O impacto econômico global dos transtornos de saúde mental soma US$ 5 trilhões por ano, segundo estudo recente. A projeção aponta possível triplicação até 2030, caso não haja medidas efetivas de prevenção e tratamento.

A pesquisa avalia custos diretos, como tratamento médico e psiquiátrico, e indiretos, como perda de produtividade. Depressão, ansiedade e burnout aparecem como principais fatores, influenciados pelo ritmo de vida moderno e incertezas econômicas.

O estudo alerta para a necessidade de resposta rápida de governos, empresas e sociedade. Investimentos em saúde mental, acesso universal a serviços de qualidade e ambientes de trabalho saudáveis aparecem como pilares para reduzir o desequilíbrio econômico.

Impactos econômicos da saúde mental

Custos com produtividade incluem queda de concentração, dificuldade de tarefas e aumento de absenteísmo. Em mercados competitivos, a eficiência e a inovação dependem do bem‑estar dos trabalhadores.
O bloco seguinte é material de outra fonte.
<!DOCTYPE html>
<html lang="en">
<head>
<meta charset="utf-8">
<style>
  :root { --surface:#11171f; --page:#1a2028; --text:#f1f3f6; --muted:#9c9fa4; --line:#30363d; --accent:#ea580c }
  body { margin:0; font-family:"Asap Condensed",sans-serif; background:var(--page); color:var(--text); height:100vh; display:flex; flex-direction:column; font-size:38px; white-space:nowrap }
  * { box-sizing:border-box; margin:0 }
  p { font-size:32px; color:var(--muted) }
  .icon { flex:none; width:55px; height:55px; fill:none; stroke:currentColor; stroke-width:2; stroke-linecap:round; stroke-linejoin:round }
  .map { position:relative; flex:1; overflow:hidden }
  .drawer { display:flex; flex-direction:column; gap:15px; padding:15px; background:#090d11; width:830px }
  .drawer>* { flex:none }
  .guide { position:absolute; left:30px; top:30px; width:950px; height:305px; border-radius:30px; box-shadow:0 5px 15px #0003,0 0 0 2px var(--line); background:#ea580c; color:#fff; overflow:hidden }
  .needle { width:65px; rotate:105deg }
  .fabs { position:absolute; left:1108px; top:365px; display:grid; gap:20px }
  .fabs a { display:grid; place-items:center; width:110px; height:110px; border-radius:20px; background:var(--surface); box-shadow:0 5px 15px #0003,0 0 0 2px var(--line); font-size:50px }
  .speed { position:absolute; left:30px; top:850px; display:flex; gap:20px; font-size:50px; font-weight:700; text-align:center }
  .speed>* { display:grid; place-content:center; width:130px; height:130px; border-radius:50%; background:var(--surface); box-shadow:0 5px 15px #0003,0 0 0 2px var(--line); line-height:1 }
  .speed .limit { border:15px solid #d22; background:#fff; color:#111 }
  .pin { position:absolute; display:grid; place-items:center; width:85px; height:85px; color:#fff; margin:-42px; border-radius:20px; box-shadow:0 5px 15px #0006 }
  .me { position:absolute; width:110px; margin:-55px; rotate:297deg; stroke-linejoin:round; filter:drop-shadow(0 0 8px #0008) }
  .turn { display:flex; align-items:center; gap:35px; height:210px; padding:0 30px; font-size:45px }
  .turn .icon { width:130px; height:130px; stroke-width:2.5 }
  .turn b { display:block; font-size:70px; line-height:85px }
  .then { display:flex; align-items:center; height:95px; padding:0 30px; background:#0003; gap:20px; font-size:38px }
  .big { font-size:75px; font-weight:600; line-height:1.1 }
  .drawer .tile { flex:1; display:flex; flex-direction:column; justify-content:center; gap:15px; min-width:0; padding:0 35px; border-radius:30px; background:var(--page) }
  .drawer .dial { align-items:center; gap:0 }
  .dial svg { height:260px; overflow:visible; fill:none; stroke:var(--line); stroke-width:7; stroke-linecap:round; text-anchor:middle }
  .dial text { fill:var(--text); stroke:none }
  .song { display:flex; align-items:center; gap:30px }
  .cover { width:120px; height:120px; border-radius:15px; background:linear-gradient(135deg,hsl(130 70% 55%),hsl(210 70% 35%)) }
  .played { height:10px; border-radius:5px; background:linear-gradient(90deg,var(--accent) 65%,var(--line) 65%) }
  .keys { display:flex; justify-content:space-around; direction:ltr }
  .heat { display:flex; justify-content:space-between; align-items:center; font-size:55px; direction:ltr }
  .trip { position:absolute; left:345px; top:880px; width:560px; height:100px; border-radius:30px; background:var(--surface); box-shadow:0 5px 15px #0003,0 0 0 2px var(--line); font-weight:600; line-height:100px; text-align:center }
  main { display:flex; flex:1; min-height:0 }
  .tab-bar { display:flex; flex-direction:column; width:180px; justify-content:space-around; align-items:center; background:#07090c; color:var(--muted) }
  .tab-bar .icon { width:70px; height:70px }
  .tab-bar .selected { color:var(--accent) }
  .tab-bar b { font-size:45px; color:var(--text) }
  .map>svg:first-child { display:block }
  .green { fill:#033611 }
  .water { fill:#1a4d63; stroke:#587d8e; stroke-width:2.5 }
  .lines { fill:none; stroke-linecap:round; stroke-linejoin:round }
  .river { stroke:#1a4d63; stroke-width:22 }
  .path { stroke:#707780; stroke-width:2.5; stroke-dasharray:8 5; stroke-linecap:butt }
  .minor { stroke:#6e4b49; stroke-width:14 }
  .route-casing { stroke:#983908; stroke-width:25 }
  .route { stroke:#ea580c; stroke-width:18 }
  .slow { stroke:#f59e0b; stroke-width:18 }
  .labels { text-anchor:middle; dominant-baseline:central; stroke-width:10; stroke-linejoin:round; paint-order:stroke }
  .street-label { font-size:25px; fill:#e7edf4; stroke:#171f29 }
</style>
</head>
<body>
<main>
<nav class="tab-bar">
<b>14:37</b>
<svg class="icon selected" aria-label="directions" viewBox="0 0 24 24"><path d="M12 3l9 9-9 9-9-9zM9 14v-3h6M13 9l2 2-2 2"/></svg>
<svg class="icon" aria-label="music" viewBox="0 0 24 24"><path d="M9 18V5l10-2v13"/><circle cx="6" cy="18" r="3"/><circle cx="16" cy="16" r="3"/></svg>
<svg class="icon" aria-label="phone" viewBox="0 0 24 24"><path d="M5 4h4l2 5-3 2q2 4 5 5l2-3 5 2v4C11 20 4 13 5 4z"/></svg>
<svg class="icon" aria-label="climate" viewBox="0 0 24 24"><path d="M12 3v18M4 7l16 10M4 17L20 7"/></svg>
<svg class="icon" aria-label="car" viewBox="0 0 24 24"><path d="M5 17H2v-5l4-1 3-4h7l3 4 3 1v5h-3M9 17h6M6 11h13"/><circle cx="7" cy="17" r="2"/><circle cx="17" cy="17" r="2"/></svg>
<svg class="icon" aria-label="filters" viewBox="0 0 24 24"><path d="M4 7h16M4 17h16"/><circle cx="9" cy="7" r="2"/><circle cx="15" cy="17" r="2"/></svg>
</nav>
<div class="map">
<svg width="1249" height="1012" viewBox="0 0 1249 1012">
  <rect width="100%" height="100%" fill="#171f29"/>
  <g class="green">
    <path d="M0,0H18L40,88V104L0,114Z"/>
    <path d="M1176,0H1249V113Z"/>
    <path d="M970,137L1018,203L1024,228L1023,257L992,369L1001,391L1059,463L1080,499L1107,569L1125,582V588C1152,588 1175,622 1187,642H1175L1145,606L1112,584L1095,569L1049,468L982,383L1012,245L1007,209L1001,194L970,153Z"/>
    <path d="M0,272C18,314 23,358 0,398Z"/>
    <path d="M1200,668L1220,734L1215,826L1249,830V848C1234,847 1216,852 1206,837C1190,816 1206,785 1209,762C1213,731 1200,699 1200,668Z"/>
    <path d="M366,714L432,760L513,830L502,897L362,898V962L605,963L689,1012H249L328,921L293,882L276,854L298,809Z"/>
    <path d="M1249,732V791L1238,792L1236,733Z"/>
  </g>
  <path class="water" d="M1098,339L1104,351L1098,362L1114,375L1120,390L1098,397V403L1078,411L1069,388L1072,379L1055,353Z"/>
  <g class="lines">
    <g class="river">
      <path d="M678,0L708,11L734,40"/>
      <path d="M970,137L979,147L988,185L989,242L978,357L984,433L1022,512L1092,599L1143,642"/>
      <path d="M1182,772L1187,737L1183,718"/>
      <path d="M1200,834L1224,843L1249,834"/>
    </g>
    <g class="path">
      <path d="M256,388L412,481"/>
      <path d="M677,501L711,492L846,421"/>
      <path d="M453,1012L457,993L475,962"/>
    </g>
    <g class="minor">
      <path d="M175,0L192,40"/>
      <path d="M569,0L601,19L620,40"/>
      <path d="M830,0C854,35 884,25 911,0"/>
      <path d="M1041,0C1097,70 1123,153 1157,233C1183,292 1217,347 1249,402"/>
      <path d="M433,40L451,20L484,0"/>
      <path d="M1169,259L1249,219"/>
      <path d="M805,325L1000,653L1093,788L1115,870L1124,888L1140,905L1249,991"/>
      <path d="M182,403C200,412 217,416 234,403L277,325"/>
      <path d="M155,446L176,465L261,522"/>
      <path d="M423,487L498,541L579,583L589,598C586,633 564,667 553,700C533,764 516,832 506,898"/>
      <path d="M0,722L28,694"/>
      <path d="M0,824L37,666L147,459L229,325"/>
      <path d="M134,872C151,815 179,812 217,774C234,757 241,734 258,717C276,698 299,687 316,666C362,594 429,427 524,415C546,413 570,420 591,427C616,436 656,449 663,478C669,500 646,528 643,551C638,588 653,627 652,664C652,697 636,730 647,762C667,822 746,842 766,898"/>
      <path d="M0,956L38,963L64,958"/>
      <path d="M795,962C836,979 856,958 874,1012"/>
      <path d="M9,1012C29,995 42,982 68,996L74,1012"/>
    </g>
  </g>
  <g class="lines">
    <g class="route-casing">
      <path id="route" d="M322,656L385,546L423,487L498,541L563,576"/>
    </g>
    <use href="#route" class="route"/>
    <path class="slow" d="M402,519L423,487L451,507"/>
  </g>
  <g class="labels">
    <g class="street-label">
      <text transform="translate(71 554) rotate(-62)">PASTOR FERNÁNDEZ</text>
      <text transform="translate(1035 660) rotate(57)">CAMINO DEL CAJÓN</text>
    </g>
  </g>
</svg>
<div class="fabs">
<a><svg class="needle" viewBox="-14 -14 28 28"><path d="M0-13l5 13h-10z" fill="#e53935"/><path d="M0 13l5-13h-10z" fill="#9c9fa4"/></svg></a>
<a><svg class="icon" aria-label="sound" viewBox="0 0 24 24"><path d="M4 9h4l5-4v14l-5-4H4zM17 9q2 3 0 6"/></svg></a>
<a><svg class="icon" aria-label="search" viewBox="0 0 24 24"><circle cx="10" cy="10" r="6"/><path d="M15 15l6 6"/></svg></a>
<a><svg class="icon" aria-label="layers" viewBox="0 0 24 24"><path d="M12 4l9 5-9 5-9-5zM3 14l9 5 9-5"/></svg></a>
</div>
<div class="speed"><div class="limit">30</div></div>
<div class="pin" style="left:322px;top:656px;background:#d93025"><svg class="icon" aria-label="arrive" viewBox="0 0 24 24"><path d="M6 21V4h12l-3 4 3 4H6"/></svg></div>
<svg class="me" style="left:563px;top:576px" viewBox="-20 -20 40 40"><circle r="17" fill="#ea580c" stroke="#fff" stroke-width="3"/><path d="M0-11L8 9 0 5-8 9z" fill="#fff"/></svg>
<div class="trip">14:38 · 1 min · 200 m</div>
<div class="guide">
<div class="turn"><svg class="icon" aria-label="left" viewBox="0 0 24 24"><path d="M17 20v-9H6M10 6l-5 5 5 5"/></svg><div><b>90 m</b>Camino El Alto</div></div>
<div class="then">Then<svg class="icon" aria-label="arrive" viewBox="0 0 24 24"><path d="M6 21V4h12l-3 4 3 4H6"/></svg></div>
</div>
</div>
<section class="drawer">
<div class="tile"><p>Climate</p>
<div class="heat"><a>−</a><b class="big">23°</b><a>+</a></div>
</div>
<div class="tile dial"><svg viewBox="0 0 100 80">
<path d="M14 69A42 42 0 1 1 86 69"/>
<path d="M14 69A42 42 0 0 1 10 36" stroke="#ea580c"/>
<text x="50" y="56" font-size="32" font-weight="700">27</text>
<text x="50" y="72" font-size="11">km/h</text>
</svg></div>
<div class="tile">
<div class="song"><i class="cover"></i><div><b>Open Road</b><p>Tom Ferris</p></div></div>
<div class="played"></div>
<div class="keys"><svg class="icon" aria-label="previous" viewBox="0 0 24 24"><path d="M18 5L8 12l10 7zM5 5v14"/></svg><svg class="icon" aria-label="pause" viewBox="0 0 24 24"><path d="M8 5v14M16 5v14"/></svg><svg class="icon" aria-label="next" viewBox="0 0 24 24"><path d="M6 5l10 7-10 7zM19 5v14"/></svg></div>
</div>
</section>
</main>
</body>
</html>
Gastos diretos no sistema de saúde também crescem quando não há prevenção. Tratamentos, medicações e terapias, muitas vezes inacessíveis, elevam o peso financeiro a longo prazo.

Caminhos e medidas

Iniciativas para renegociar dívidas e promover organização financeira, como o Desenrola 2.0, aparecem como parte do antídoto econômico. Elas podem reduzir estresses financeiros que agravam quadros de ansiedade.

Governos e empresas devem priorizar políticas públicas de saúde mental e campanhas de conscientização. A seção responsável pela adoção de ambientes laborais acolhedores é essencial para mitigar o impacto humano e econômico.